A regularization of incompressible Stokes problem with Tresca friction condition
A. Zafrar
TL;DR
This work tackles the incompressible Stokes problem with nonlinear Tresca boundary conditions by introducing a regularization $\nabla\cdot{\bf u}\in [-\epsilon,\epsilon]$ to enable near-incompressibility. It recasts the problem as a constrained elliptic variational inequality and establishes existence/uniqueness via a convergent fixed-point scheme, while also formulating a constrained minimization. An alternating direction method of multipliers (ADMM) is developed to split the minimization into tractable subproblems, with explicit updates for the velocity, divergence, and friction variables through an augmented Lagrangian.
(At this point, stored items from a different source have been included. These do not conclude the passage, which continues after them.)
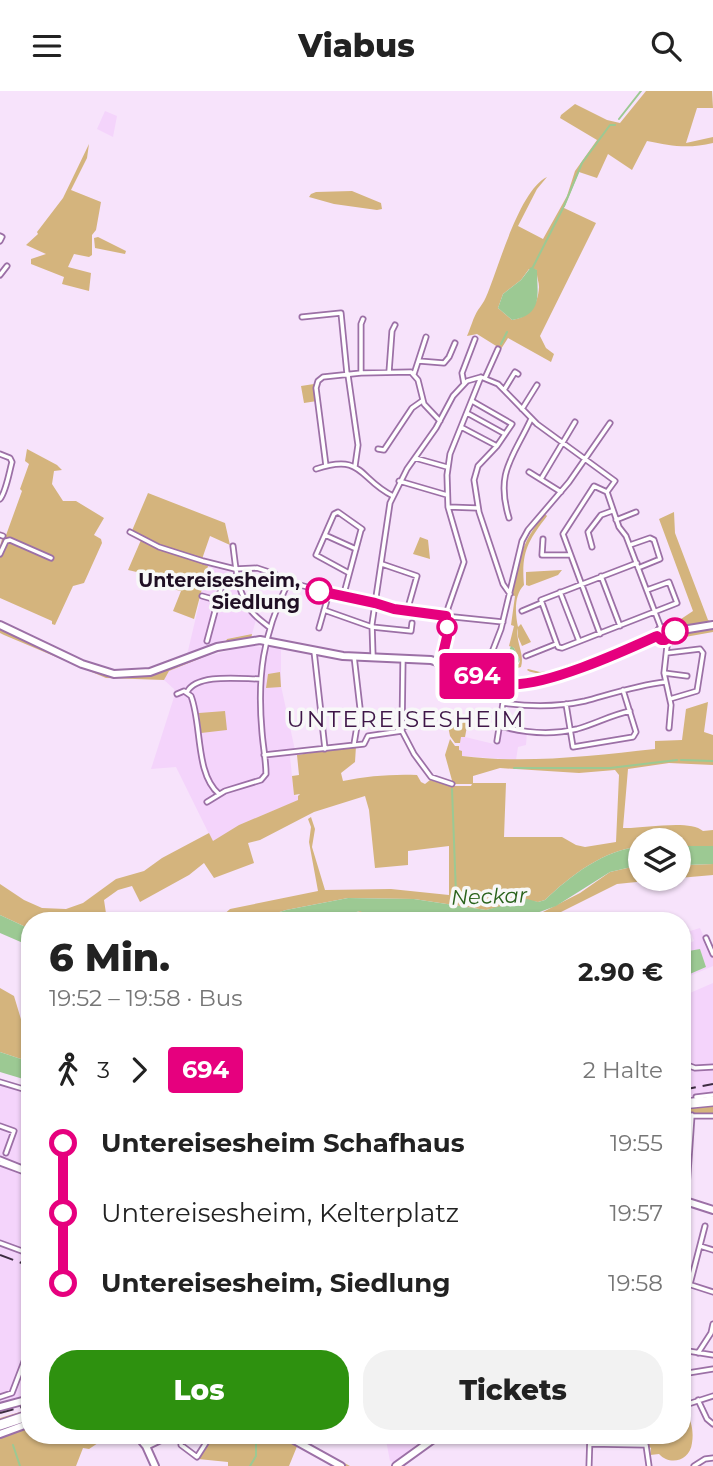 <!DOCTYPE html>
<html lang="de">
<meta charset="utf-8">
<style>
body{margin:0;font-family:Montserrat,sans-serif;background:#f2f2f2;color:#222;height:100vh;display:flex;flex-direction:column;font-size:26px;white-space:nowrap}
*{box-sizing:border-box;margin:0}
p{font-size:23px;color:#767676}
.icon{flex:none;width:38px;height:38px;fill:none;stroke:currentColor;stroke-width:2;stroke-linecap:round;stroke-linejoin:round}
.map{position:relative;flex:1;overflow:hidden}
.panel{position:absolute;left:21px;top:821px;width:670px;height:532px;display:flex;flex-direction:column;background:#fff;border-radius:28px;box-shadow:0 2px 5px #0004}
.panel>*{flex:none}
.badge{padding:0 14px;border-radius:5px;font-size:24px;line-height:46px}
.buttons{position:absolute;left:628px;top:737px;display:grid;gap:14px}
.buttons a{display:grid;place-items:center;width:63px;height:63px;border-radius:50%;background:#fff;box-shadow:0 2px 5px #0004;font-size:35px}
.map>.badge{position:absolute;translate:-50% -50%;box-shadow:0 0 0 4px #fff}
.legs{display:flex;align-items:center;gap:10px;height:77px;padding:0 28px;font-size:23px}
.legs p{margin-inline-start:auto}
.headline{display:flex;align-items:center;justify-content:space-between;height:119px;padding:0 28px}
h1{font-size:38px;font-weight:800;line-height:52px}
.primary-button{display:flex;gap:14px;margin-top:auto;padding:14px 28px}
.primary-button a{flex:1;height:80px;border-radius:28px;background:#2e910f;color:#fff;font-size:28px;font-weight:800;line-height:80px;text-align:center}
.primary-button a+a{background:#f2f2f2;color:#222}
ul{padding:0 28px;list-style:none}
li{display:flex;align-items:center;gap:24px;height:70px;font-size:26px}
li i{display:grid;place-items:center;width:10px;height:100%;margin:0 9px;background:currentColor}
li i::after{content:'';width:18px;height:18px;margin:-9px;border:5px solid;border-radius:50%;background:#fff}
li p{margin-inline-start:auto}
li:first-child i{background:linear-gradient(#0000 50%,currentColor 0)}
li:last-child i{background:linear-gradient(currentColor 50%,#0000 0)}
header{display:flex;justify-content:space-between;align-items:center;height:91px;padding:0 28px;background:#fff;font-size:32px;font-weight:800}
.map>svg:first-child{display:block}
.built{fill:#f4d4fb}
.green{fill:#d4b47d;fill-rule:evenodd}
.water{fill:#9cc993}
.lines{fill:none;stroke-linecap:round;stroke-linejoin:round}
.stream{stroke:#9cc993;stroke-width:2}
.street-casing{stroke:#9c70a6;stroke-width:7}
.secondary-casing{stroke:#9c70a6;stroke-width:10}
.highway-casing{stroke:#9c70a6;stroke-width:12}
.street{stroke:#fff;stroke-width:3.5}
.secondary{stroke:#fff;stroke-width:6}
.highway{stroke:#fff;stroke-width:9}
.rail{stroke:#3d2c41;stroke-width:2;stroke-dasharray:14 7;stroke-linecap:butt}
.line-1-casing{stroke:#fff;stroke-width:16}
.line-1{stroke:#e6007e;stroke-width:10}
.stop-1-dot{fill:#fff;stroke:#e6007e;stroke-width:3.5}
.labels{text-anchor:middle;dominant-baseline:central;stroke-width:7;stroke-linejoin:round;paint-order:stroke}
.stop-label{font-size:19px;font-weight:bold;fill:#200f24;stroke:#f8f8f8;text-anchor:end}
.water-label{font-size:21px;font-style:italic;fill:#2a631c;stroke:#f8f8f8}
.quarter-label{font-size:23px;letter-spacing:2px;fill:#3e1647;stroke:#f8f8f8}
</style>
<header><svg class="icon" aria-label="menu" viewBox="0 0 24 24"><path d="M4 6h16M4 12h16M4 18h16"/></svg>Viabus<svg class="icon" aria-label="search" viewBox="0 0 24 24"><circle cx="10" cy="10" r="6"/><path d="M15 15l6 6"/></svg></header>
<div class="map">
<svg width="713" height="1375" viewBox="0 0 713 1375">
<rect width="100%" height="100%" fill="#f7e3fb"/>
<path class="built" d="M105,20L117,25L113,46L97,38Z
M208,475L230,481L240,505L256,529L252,543L227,548L187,564Z
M250,554L266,557L270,554L281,555V595L295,659L290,661V666L294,704L298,705L299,709L239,734L213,751L176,676L151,678L175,603L174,598L164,589L168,580L197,568Z
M501,637L527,641L526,654L518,656L516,669L461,665L459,659L461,645L498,654Z
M700,837L704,846L708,844L713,858V875L683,888V886L706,876L700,859L683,861V855L694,850L690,840Z
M713,892V1006L691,1008L690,1000L683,1001V905Z
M0,994L30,1003V1308L0,1318Z
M385,1344H432L397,1372L390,1370Z"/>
<path class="green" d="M646,0H712L713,17H697L686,52L713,46V52C688,58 671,55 647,50L632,79L608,63L597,87L579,81L564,117L596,132L540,245L546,257L554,263L551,271L508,247L501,258L477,243L467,245C471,236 473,227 478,219C480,216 484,211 486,206C498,179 519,99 547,86L537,98L518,135L543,148L567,105L575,80L597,49L560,27L561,24L575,13L607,29L620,32ZM529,178L537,179C536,185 539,190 539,196C538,214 530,226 512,229L498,217L503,203L521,189Z
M89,53L87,67L71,99L101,111L96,139L92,144V164L89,166L74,163L68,176L91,182L89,200L62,193L64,186L31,173V168L46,163L26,154L38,143L37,141L63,107Z
M352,100L381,112L382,118L377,119L334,113L309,106L311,103L316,101Z
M98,146L126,160L125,163L95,157L94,147Z
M314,293L317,310L304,312L301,295Z
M27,358L57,374L62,379L54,380L52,393L63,410H76L104,427L94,444L101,448L102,452L84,492L73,495L55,534L52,533V530L0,507V455L2,448L5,447L22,400L20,398L29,373L25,370Z
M148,402L225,432L230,454L210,445L201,471L208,475L194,528L173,520L181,500L138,490L141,482L128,479L141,449L131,442Z
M674,421L675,442L708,529L713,531V541L674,548L672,555V547L683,542L680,535L669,536L664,532L678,530L693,520L659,428Z
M545,423L547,425C528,450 521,461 524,494C514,504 515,522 518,536L521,533L531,551L522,555L518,546V537C515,551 525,562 521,576L515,578L501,577L503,571L510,576L519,573L520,569L514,557L509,555L514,535L511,534L515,505L511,504C521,467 519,454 545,423Z
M420,446L428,449L430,468L413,463Z
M562,479L558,484L529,495L526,494V481Z
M0,531L90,573L114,580L149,578L226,550L227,548L252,543L250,554L216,561L169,580L164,589L106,587L4,544L0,542Z
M654,539L651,545C629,555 546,593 527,579L528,578L540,581L550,580L617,556Z
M280,581L281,596L266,597L268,583Z
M708,611L704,641L713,644V674L669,672L628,678L623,737C642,738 689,728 703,740L713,739V755H679V749H640V756C605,758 570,785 545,809L538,811L523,809L518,812L486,819L414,808L348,807L286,819L253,829H211L220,827L230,818L318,800L309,751L311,736L308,728L311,726L315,738L312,756L325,799L391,798L449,804V755L408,760V774L375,777L369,719L365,705L314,721L260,749L248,752L254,772L214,787L204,772L189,784L140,811L132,795L118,799L104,809L107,829L30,830V838L0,824V793L24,809L42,817L66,818L83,812L116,788L144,780L162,767L209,742L213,750L239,734L298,709V705L300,703L294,704L292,685L299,684L297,664L356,655L355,671L341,682L343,690C367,685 392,683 417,684L421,691L425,693L430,689L450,695H471L472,693H453L445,664L450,648L455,655H459V659L462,660V665C525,673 591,665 655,658V650L682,649L686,618ZM500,677L579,682L615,679L619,684L616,751L585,756L576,754L562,746H504L506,692H473V685Z
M225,620L227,639L201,642L199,622Z
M465,629L468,630L465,646H461L460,652H455L450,645L447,630L460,634Z
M681,768L687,774L713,773V784L679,787Z
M640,774V788H666L617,793L545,829L506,830L541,822L580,802L610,781Z
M360,820L431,827L441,825L459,829L317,830L328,824L335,827Z
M0,897L14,905L29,955L27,958L30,959V971L0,961Z
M690,1000L691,1008L713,1006V1023H683V1001Z
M30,1318V1344H110L89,1358L83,1357L76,1375H0V1327Z
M686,1319C691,1330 694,1339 692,1352C690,1370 670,1375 659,1363L650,1364L651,1357L641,1351V1344H682L683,1320Z
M213,1344H299L302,1349L350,1375H336L298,1353L289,1375H228V1371L198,1368Z"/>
<path class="water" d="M531,176L537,179C537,202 544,224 512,229L498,217L503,203L521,189Z
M511,555L514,557L520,569L516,575H511L506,567Z
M679,755H713V773L687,774L680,772Z
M640,756V774L610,781L556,815L523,827L506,829L459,830L441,825L431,827L366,823L360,820L335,827L328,824L317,829H253L286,819L348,807L414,808L486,819L527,808L538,811L545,809C570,785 605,758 640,756Z
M0,824L30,838V855L0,842Z
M700,858L706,876L683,886V861Z
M0,961L30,971V990L0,981Z"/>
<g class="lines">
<path class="stream" d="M619,28L641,0
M564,115L582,72L610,34H615
M533,176L563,117
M501,253L507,241
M681,669L713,670
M514,677H610L677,669
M452,698L456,803
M13,1354L20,1375
M250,1375L256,1365V1344"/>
<g class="street-casing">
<path id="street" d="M0,145L2,146L0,150
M0,184L7,175
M302,226L341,222L347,283
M419,270L444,272L449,266L455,252
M389,281L392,240L395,234
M361,282V233L363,228
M414,283L426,246
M348,284L358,354L355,375
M485,287L498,258
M464,293L462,282L475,248
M504,299L515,281L518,283
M472,310L512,333L497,355L478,375L474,389L479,421L503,493L510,503
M522,318L537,294
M467,322L505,343
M461,336L497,355
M378,358L384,359L412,317L422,310
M0,363L10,367L12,371C9,382 6,401 0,408
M415,367L447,376
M326,375L316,297L318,290L323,286L361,282L411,281L418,289L424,313L440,330
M316,378C364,362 358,388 393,405
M529,381L561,401
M541,388L575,331
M399,390L447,404
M607,401L619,436L626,445L661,537
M448,416L477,417
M509,427C495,381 513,367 531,328
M616,429L636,421
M130,441L159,456L203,470L235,478L257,477L275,483
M0,444L3,445
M325,444L356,458
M543,448L542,464H570
M630,454L650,447L654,449L660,468L638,477
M233,455C236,478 237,502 252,521C257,527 263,531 269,536
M592,456L588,441L601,424L612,420
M0,463L6,450L10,449L51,467
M637,472L541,509L558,556L562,557L677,512L669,491L647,499
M382,473L417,485L407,520
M601,485L620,535
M560,501L579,550
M202,505L240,516L248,514
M343,506L361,439L362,438L338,421L334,423L316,464L349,482
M375,512L425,523L503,531
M324,519L372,536L411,540L412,532
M522,520L541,512
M319,537L329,502
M600,543L563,443L594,395L607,401
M665,549L667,555L664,582L671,614L669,637
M207,550L222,494
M314,560L325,658
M667,562L700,558L703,562L697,600L670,608
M373,565L372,533L390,412L407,378L436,337L453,305L467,290L481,286L498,293L537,333L615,390L607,401
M526,565L556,553
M403,568L402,640L414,663L431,686L452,693
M441,571L447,546L448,517L464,471L448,416L447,384L450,363L481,286
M664,582L687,585
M482,587L501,538L522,450L528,439L569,391L610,332
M187,601C197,582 241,588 260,588
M177,603L184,600L191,605C202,633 195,683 219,703
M503,612C531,616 558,616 585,610C611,603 638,594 665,591
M566,613L573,656L633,646L636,641L623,599
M500,635C525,642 552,644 577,638C595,633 611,624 630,620
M402,636L423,632L425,623
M497,650L506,593
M354,653L360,617L354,565
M264,664L364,653L368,645L402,640
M207,711L225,700L261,689L266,683C266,669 263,655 262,641C257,585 263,544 287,494L293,492L343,506L375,511
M706,847L713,863
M682,972L695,977L713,976
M0,991L30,1000
M696,1006L713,1004
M682,1025H713
M0,1035L14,1040L6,1062
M0,1068L30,1080
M0,1072L30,1083
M686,1111L692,1024
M0,1152L30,1163
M700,1155L713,1159
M682,1191L713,1201
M690,1193L705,1135
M682,1259L713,1264
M698,1262L711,1242L713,1233
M682,1283L713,1278
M0,1306L12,1302L30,1255
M698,1309L707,1328L713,1333
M682,1315L713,1305
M181,1351V1354L197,1366L211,1344
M590,1353L646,1354L649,1375
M589,1375L590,1344
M694,1375L705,1368L713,1367"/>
</g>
<g class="secondary-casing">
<path id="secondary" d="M0,534L82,573L114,583L150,581L217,556L260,549L343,565L431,569L496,591L516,594L539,590L601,570L657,545
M658 543a6 6 0 1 1 12 0a6 6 0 1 1-12 0Z
M670,541L713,534
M682,1109L713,1119
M0,1316L30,1308
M0,1343L30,1332
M137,1344L146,1355L155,1375
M285,1344L341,1375
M146,1355L169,1344
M396,1375L439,1344"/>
</g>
<g class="highway-casing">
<path id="highway" d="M682,1013L713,1010
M0,1334L30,1324"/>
</g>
<use href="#street" class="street"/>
<use href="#secondary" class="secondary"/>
<use href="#highway" class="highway"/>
<path class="rail" d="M682,999L713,993
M0,1164L30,1175
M0,1322L30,1314"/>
</g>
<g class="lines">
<g class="line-1-casing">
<path id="line-1" d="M319,500L375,512L394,518L446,525L447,546L441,571C462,579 485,591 508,593C543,597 624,560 657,545L661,549H665L669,546L670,541L675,540"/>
</g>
<use href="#line-1" class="line-1"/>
</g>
<g class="stop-1-dot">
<circle cx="319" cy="500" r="12"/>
<circle cx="447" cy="536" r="9"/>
<circle cx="675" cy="540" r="12"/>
</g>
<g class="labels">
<g class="stop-label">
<text x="300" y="489">Untereisesheim,<tspan x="300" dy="22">Siedlung</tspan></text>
</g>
<g class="water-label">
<text transform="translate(489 805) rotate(-2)">Neckar</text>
</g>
<g class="quarter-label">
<text x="406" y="628">UNTEREISESHEIM</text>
</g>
</g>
</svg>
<div class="buttons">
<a><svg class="icon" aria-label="layers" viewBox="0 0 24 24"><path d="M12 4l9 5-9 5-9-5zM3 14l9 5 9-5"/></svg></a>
</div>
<b class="badge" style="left:477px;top:585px;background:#e6007e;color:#fff">694</b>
<section class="panel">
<div class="headline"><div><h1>6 Min.</h1><p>19:52 – 19:58 · Bus</p></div><b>2.90 €</b></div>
<div class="legs"><svg class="icon" aria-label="walk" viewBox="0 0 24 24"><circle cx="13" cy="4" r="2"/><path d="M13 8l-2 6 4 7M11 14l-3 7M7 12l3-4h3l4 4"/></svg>3<svg class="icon" aria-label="forward" viewBox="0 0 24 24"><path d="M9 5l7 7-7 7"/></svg><b class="badge" style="background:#e6007e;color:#fff">694</b><p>2 Halte</p></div>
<ul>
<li><i style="color:#e6007e"></i><b>Untereisesheim Schafhaus</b><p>19:55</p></li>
<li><i style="color:#e6007e"></i><span>Untereisesheim, Kelterplatz</span><p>19:57</p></li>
<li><i style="color:#e6007e"></i><b>Untereisesheim, Siedlung</b><p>19:58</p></li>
</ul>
<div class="primary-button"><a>Los</a><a>Tickets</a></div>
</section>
</div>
Numerical schemes (NIS and NISP) are proposed to mitigate locking and to avoid discrete inf-sup conditions, yielding a robust, finite-element-friendly framework for nearly incompressible Stokes flow with Tresca friction.
Abstract
In the present article, we introduce and study a model addressing the Stokes problem with non-linear boundary conditions of the Tresca type. We suggest a new procedure for regularizing incompressible fluid, i.e. we assume that the divergence $\nabla \cdot {\bf u}\in [-ε,\,ε]$ which leads to class of constrained elliptic variational inequalities. We use a fixed point strategy to show the existence and uniqueness of a solution and we reformulate the problem as an equivalent constrained minimization problem. An ADMM is applied to the minimization problem and some algorithm are provided.